The Vitruvian Man is a drawing by Leonaro da Vinci that puts man at the center of both a square and a circle, with the implication that man is in harmony with world around him. Where did Da Vinci get this idea?
Consider yourself as a baby. The first thing you really noticed was your mother’s face. The proportions of the face are ingrained in you from an early age.
Likewise the proportions of the men and women around you were imprinted at least from the time you began to walk. You walked among giants, with their knees at the level of your eyes. I mention this because human proportions are not really scale dependant. We are used to seeing the proportions now in a scale that matches our own body, but once we saw them on a monumental scale. That monumental scale can be intimidating, but it is less scary when it is presented with proportions that are familiar to us from our earliest years.
Long before the Vitruvian man illustrated this point the ancients viewed the proportions that are present in nature as worth emulating. Proportions that were unnatural would appear to be out of harmony, and they took harmony very seriously. To understand why we have to look to Pythagoras.

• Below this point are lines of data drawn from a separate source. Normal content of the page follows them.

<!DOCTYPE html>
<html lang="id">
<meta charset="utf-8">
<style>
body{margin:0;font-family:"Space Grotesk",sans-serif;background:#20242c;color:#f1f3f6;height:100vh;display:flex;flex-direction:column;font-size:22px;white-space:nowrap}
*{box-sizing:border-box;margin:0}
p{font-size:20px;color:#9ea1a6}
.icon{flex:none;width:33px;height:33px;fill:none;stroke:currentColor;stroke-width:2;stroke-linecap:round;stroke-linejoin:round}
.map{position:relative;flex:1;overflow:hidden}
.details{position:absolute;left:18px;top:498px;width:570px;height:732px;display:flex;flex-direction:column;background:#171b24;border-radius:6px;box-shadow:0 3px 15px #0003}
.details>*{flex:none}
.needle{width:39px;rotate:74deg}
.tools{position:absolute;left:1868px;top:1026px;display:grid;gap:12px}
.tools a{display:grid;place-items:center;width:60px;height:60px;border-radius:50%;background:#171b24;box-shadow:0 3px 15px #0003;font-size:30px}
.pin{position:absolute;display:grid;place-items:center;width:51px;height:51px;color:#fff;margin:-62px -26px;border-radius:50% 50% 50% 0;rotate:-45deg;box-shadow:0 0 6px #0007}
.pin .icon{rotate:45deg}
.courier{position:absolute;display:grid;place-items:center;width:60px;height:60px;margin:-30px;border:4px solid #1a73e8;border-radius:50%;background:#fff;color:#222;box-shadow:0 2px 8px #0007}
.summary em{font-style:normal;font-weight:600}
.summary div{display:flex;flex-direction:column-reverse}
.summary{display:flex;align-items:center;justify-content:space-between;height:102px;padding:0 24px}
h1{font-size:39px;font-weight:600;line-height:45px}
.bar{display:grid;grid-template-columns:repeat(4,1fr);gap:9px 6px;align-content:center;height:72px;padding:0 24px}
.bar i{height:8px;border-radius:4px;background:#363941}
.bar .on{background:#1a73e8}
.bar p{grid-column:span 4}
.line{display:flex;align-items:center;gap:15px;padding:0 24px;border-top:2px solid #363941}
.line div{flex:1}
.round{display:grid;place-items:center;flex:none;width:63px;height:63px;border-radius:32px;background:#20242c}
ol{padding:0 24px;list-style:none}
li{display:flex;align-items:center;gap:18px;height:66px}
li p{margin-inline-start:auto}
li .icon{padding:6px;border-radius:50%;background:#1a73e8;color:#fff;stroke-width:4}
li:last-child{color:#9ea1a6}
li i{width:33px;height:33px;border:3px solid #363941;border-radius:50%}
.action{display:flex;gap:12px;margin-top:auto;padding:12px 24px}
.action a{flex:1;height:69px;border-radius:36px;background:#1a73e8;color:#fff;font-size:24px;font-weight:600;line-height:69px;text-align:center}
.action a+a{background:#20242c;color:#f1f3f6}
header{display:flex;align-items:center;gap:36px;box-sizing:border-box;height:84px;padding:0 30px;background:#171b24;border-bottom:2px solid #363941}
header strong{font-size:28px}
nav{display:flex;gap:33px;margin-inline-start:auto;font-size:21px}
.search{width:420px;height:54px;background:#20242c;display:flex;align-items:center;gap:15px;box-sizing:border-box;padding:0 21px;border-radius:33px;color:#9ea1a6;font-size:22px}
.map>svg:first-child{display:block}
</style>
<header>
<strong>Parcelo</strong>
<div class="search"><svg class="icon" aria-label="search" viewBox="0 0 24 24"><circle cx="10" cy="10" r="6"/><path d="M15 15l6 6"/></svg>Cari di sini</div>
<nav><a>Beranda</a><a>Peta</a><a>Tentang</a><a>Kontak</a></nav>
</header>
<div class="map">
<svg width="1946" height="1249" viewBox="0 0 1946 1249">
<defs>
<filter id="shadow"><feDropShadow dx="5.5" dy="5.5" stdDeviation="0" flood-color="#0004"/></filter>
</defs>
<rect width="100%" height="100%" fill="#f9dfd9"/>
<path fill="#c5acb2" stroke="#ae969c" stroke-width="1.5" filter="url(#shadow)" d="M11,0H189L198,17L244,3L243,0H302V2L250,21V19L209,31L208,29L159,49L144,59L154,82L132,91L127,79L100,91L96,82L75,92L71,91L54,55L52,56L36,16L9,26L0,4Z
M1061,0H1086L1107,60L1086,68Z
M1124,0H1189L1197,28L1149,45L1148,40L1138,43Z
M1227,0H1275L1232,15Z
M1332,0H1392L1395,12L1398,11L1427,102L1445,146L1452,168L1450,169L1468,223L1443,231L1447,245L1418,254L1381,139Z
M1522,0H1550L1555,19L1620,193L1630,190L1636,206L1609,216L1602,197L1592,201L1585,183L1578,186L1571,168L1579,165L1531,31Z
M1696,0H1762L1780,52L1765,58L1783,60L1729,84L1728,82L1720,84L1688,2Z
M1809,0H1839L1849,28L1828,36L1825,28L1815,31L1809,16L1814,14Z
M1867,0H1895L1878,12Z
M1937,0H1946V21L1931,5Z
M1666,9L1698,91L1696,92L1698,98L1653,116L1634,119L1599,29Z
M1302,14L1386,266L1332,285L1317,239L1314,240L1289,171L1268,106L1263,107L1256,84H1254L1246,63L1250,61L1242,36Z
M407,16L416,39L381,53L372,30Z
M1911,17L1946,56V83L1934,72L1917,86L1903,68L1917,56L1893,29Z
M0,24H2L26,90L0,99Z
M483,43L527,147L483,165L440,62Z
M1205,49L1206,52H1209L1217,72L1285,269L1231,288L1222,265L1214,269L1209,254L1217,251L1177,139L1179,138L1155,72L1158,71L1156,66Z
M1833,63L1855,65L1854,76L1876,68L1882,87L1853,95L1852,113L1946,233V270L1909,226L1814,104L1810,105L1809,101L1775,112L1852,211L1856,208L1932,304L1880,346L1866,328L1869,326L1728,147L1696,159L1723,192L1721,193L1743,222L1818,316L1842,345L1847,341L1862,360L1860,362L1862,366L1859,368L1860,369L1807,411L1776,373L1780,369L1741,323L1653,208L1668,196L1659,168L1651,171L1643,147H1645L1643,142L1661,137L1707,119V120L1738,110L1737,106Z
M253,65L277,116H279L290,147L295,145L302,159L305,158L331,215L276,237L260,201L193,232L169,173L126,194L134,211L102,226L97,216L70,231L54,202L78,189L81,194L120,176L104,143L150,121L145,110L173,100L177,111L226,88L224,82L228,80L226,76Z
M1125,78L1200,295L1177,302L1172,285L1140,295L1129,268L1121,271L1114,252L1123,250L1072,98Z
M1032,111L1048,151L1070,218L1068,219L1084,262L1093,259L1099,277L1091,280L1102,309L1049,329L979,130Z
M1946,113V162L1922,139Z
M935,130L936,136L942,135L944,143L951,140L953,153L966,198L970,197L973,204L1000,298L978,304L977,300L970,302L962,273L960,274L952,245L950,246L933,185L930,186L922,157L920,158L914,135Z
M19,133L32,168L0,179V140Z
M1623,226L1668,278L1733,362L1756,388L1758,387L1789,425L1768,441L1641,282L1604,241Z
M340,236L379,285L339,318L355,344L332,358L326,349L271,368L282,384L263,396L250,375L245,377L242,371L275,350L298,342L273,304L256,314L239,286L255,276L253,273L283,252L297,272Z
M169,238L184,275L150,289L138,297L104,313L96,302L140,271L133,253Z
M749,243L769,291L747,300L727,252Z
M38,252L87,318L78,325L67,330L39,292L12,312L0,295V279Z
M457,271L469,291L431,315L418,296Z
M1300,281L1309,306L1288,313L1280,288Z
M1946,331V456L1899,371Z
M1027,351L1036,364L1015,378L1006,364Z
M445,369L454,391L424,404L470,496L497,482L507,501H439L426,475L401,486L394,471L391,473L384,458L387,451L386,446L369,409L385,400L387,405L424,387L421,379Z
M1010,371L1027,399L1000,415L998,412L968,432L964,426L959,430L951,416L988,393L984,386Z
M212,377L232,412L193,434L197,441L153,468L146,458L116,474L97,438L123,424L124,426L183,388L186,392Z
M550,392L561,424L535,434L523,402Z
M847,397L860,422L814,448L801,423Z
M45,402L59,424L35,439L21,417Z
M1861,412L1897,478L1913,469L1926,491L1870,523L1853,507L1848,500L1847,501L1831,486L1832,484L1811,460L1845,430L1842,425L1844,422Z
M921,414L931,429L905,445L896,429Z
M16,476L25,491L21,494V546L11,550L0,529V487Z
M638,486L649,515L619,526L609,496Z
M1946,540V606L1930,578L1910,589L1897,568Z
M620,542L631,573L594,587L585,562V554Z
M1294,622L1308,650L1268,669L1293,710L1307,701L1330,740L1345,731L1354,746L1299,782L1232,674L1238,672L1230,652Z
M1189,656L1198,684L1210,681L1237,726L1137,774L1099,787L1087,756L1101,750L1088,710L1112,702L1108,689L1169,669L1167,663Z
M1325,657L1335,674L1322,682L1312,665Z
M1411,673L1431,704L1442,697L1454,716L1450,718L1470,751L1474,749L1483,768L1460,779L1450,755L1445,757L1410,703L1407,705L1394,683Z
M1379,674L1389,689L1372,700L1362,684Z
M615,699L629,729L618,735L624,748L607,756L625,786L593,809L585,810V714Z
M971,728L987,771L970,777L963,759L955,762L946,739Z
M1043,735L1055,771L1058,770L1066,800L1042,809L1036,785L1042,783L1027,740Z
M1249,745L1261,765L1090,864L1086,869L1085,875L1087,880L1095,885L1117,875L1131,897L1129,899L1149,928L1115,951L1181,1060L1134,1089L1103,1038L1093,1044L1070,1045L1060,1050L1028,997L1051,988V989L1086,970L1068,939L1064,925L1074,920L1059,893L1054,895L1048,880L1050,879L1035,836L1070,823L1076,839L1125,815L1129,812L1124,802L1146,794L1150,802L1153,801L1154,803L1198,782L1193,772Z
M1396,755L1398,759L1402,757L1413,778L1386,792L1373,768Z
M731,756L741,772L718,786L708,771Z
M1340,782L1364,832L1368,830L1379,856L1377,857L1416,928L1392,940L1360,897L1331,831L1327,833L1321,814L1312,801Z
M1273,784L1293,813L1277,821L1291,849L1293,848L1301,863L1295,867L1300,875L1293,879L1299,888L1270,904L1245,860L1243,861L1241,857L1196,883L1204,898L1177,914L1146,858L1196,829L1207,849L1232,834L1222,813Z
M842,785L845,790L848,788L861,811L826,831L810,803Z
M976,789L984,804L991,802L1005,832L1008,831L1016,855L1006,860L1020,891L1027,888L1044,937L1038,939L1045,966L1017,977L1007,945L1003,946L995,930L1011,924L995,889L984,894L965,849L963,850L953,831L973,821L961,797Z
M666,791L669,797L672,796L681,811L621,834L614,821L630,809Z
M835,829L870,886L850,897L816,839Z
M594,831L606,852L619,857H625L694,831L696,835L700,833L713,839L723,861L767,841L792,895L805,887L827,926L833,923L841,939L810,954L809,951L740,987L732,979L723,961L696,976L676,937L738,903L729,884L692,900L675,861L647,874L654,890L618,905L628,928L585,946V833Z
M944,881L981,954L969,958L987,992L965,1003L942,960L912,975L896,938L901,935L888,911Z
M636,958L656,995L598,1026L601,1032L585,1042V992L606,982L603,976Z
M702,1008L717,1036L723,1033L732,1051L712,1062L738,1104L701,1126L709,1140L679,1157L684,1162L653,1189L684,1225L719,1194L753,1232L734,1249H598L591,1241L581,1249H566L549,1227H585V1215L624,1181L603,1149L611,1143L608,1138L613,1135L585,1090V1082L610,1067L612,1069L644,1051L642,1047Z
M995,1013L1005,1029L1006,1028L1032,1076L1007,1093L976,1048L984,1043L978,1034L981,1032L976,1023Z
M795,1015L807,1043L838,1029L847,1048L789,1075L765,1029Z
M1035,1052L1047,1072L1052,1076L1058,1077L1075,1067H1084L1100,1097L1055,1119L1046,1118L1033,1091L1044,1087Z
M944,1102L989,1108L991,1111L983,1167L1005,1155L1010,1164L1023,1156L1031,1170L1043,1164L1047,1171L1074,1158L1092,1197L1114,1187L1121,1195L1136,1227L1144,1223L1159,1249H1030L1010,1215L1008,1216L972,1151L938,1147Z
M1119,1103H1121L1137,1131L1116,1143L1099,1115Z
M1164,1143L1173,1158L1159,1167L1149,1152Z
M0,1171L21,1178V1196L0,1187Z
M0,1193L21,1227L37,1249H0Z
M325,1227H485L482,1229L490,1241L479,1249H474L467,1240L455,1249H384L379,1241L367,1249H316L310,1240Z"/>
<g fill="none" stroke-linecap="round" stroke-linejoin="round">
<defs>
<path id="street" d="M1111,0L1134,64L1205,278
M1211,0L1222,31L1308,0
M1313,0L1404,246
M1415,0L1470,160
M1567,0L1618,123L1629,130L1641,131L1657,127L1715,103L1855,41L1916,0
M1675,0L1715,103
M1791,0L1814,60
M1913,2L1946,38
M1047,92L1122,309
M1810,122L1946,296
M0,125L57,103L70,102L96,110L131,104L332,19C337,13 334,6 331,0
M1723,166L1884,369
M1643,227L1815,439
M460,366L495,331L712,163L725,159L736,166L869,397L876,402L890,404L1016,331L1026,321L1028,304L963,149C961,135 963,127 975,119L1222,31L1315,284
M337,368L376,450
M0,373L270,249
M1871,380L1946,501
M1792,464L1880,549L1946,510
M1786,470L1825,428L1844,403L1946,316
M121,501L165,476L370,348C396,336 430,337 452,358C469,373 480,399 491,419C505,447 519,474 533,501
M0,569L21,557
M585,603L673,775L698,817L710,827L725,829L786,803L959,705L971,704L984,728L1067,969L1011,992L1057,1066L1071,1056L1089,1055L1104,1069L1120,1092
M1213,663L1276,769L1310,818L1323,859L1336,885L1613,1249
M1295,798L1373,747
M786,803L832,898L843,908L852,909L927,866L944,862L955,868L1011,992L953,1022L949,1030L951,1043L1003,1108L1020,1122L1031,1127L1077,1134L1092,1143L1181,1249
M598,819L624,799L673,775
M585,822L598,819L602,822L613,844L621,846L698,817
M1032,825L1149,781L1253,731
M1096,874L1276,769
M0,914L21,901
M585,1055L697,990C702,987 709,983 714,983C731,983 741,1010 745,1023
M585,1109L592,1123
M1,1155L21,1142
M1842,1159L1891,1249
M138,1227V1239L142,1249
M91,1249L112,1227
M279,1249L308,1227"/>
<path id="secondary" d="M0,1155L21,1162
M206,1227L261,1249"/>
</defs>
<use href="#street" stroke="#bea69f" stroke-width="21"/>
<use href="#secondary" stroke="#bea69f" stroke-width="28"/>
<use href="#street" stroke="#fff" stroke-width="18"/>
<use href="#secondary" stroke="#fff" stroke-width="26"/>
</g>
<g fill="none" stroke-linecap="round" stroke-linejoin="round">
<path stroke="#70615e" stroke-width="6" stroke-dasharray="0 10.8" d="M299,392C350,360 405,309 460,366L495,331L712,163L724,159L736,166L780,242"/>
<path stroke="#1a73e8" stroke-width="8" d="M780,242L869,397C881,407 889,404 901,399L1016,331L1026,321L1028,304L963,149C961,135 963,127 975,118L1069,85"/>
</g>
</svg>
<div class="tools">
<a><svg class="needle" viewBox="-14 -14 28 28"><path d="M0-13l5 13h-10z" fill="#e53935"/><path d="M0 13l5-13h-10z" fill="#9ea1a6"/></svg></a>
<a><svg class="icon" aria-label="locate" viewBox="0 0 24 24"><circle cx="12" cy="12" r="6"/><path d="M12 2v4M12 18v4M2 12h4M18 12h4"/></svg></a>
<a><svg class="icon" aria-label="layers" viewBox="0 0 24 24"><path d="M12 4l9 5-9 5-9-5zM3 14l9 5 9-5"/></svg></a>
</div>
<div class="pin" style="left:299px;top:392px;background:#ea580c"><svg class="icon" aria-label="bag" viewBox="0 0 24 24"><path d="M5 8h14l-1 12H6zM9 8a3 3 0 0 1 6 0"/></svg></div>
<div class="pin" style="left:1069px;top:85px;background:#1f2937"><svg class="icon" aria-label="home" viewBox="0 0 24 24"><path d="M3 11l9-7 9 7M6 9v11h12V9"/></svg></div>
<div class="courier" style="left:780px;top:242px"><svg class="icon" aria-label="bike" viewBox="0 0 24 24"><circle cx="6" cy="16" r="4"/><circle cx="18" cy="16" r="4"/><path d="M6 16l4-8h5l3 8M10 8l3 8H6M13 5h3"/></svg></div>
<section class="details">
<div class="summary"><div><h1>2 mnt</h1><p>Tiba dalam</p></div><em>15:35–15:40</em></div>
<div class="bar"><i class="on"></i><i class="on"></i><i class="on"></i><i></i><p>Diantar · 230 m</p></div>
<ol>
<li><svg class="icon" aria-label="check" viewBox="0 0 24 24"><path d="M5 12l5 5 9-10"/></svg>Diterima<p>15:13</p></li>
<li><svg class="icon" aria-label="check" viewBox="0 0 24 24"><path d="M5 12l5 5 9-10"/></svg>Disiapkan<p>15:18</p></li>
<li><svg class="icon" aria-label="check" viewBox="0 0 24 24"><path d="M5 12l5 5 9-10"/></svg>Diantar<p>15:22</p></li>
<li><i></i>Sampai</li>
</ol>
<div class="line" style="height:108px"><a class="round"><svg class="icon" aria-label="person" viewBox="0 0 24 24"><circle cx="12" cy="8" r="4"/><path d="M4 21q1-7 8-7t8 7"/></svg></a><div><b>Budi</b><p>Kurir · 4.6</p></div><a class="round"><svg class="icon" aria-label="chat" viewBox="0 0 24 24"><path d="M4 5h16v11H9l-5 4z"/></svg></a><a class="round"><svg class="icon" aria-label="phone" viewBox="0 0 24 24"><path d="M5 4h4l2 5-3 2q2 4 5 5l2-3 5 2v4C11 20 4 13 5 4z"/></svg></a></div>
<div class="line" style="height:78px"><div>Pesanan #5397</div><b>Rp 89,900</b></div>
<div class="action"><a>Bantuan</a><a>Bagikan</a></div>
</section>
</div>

He taught that God and the universe were related proportionally. God, the perfect, while creating something lesser than himself, created it in harmony with himself. To this basic idea of harmony Pythagoras starts getting mathematical and we will look at that later, but for now just understand that there was a beautiful harmony in nature and what reflects that harmony will itself be beautiful
Which brings us back to man. Man, the creature designed to be in harmony with his creator, could serve as a model for what is beautiful.
Vitruvius, in his 'Ten Books on Architecture' provides a list of proportions of the face and the body. He also provides this definition of proportion: “Proportion is a correspondence among the measures of the members of an entire work, and of the whole to a certain part selected as standard.” In the proportions given below (from Vitruvius) that standard is either the height of a man, or the height of the face.
This tells us that the ancients considered the proportions of 1:3, 1:4, 1:6, 1:8 and 1:10 as being proportions appropriate to man. Without elaboration Vitruvius states that architects also used the proportions of other parts of the body, so this list is not complete.
I measured some of these on myself. A few were spot on, most were a little off. Especially those related to the hairline. Evidently my hairline is no longer ideal and I am a little out of proportion. There is also the question of how to take certain measurements, such as the “breadth of the breast”. However, if you looked at lots of people in their youthful state you would find that these proportions generally hold.
Vitruvius goes on to talk about the navel being the center of man, and some of his descriptions in this section get a little confusing, but Leonardo DaVinci, who studied both architecture and anatomy, was able to reconcile Vitruvius’s vague descriptions graphically in his famous sketch “Vitruvian Man”. As shown, man fits in both a circle and a square. He uses this to reinforce the idea that there is a natural symmetry to man and both symmetry and harmony should be employed in our buildings.
The Vitruvian Man, and Da Vinci, have been criticized for putting man at the center. The implication is that Vitruvian Man is a humanist representation of man without God. This is a gross misunderstanding. Vitruvian Man in the middle is man in harmony with all of God's creation.
Moving from his descriptions of man's proportions Vitruvius gets into the perfect numbers, but he gets there by going back to using man as a standard for measurement. The Greeks, like every other culture, used their body parts to measure things. They used fingers, palms, forearms and feet. The number 10 was considered perfect because we have 10 fingers connected to our palms. Likewise, for some mathematical reasons I will not get into, mathematicians considered six to be the perfect number, but this was reinforced by the fact that there were six palms to the cubit (the forearm) and man was as tall as six of his feet. So they considered both 10 and 6 to be perfect, and adding two perfect numbers should also yield a perfect number, therefore 16 was perfect.
These three numbers formed special proportions 6:10, 6:16, and 10:16, all theoretically derived from man.
The earlier mentioned proportions were not practical for figuring room proportions. It would be strange to have a house full of rooms that were either four or six or eight times longer than they were wide, but it was practical to have rooms in the proportions of 6:10 (such as a 12 foot by 20 foot room). Since there were three numbers you could even put the width, length and height all into perfect proportions. You could for instance have a room 15 feet wide by 24 feet with a 9 foot ceiling, which is in the proportions of 10:16:6.
Andrea Palladio, in his The Four Books on Architecture reintroduced these same proportions to a new generation. The rooms of his houses often had these proportions, as you can see in the drawings in his book.
They were also appropriate proportions for laying out the footprint of a Greek Temple, as we shall see later.